“Quanto stai?”
“Un mese”.
“Non va bene, un mese è troppo poco, prossima volta almeno tre”.
In un luogo in cui tutto scorre lentissimo. In un mondo in cui la frenetica necessità di produrre non è parte della quotidianità. In un posto in cui la felicità sta in delle cose diverse.
L’Africa, la Tanzania, la missione è un mondo nel mondo che vive di regole proprie e in un tempo a sè stante. L’orologio scorre ad un altro ritmo e la logica che spinge le donne e gli uomini a fare, risiede da qualche altra parte.
Un luogo che ti riporta a terra: la prima cosa che ti insegna è che non sei nessuno e la seconda che puoi essere chi vuoi. Loro non hanno bisogno di te ma se vuoi qui puoi essere chiunque. Un contadino o un professore, un infermiere o un giardiniere.
D’altronde qui mi hanno chiesto – un ingegnere a cosa è che serve?
La felicità sta in delle cose diverse.
È incomprensibile visto da fuori.
Una donna che ha vissuto un genocidio a dodici anni non si può dire fortunata. Un uomo che guadagna in un mese quanto prendeva in quattro ore non può stare meglio.
È illogico. Non ha senso.
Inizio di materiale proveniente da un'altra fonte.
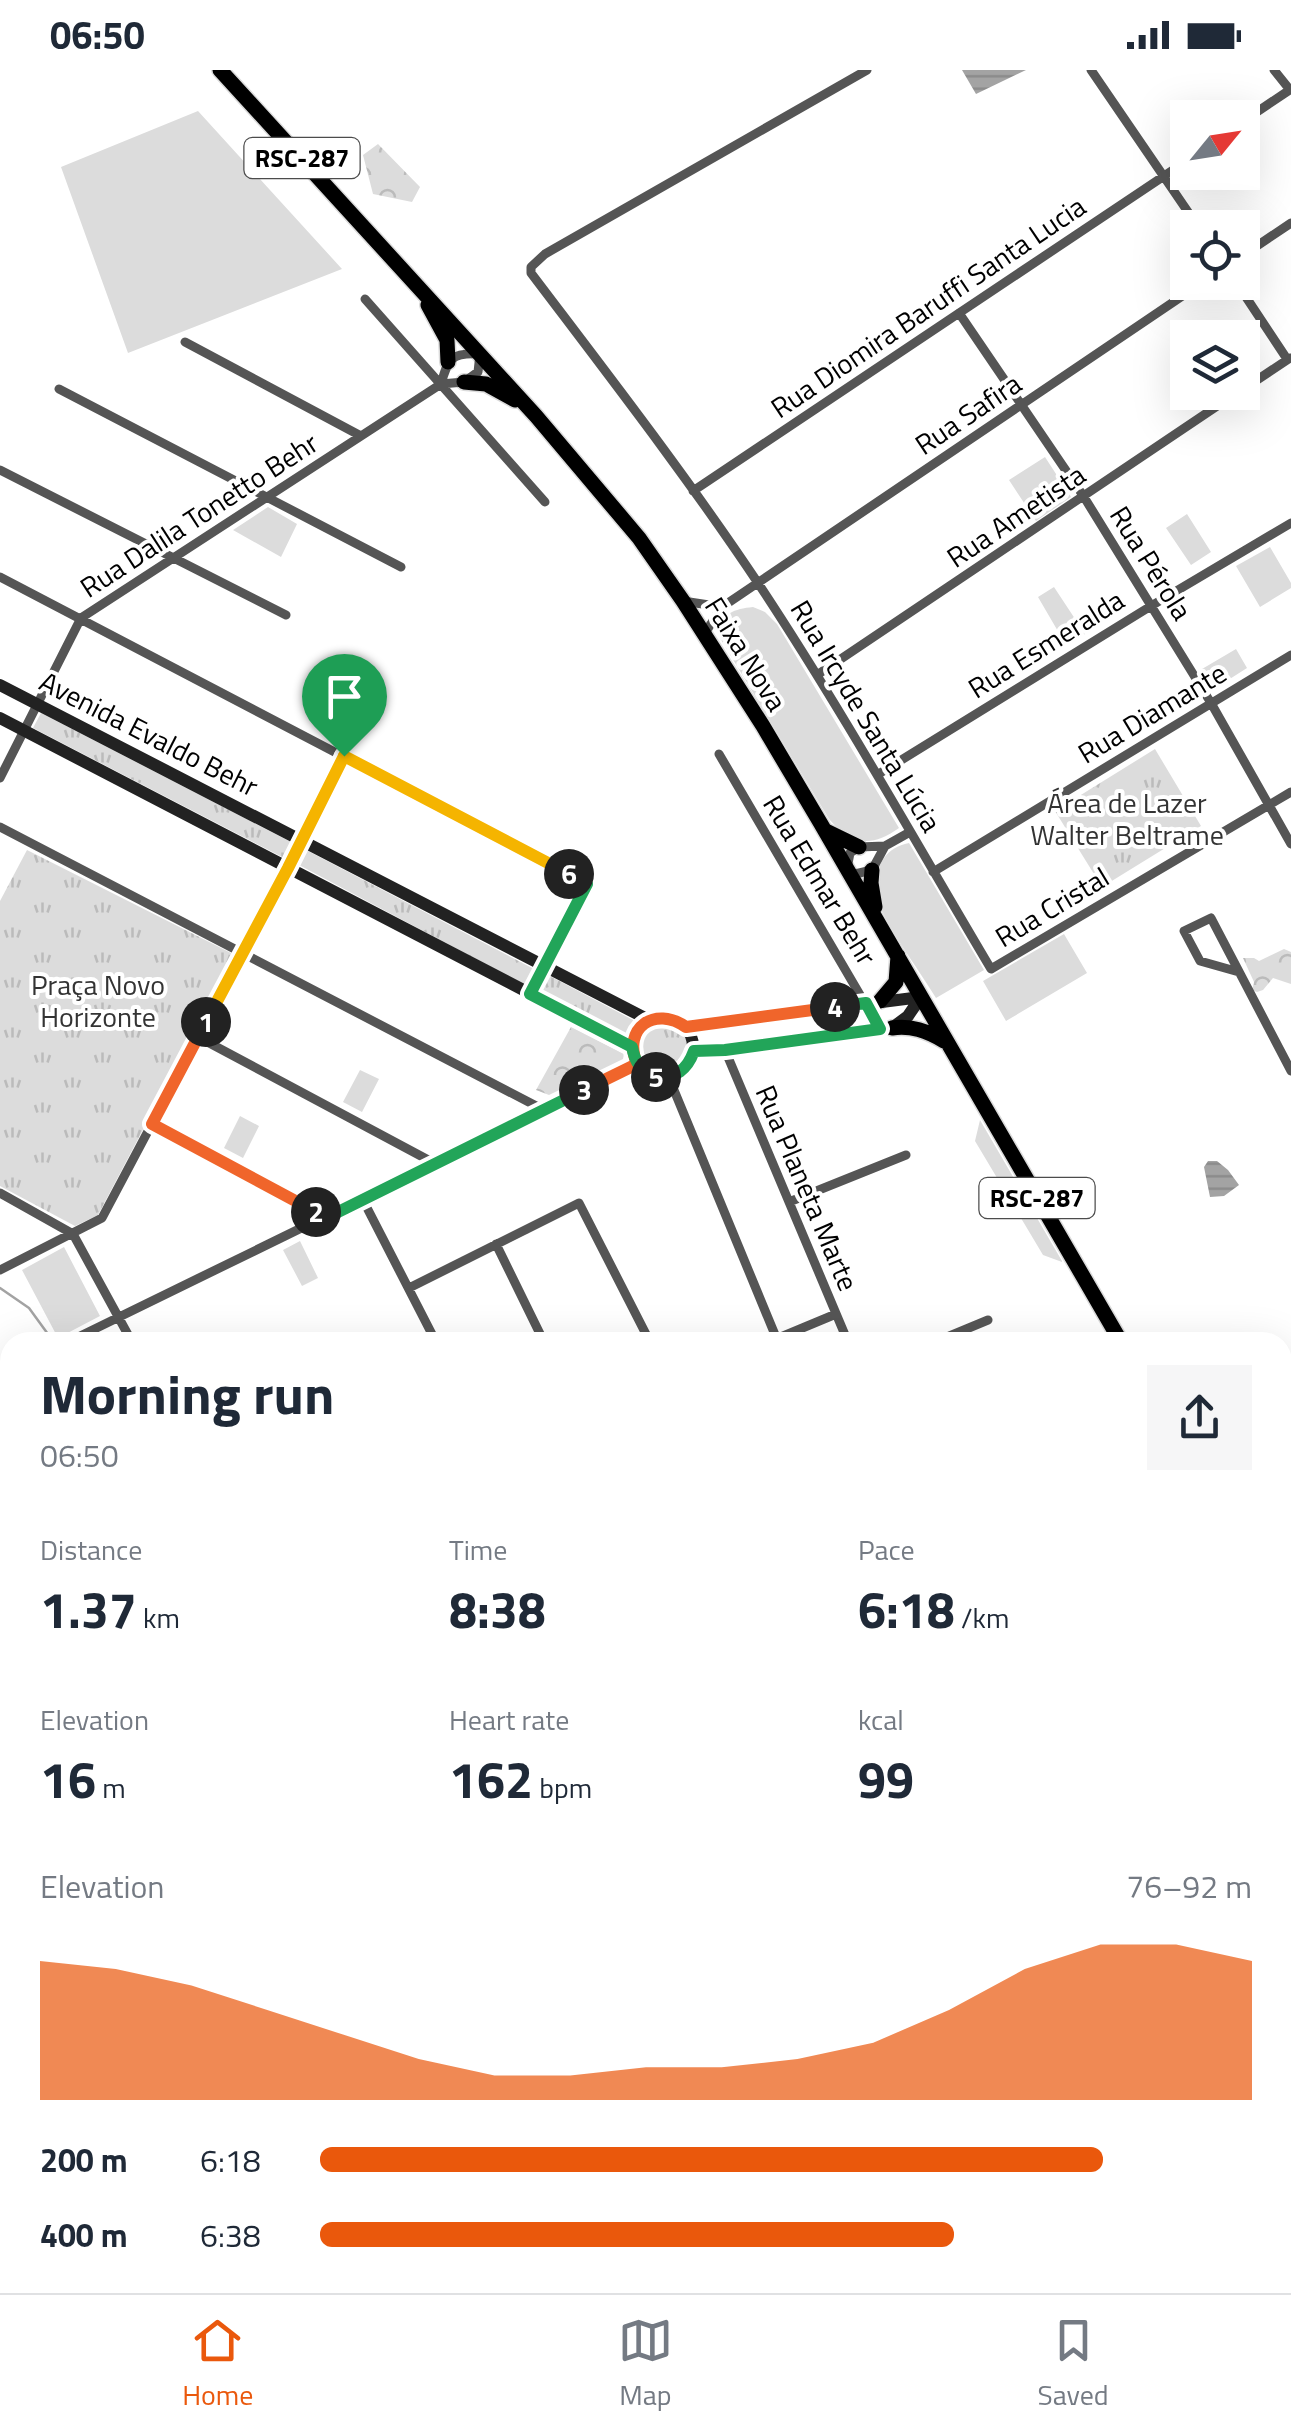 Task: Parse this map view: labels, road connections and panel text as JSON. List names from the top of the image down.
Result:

Eppure qui la felicità ha radici in luoghi diversi.
Una bambina orfana che non ha nulla ti regala il suo pupazzo e un falegname si ferma per insegnarti come si mangia una canna da zucchero.
Forse il segreto sta nel fatto che tutto scorre più lento… forse c’è più tempo per le cose piccole.
Non lo so.
Forse un mese è davvero troppo poco.
Ma sicuro ho capito una cosa.
Esiste un altro modo.
Esiste un altro modo di essere felici.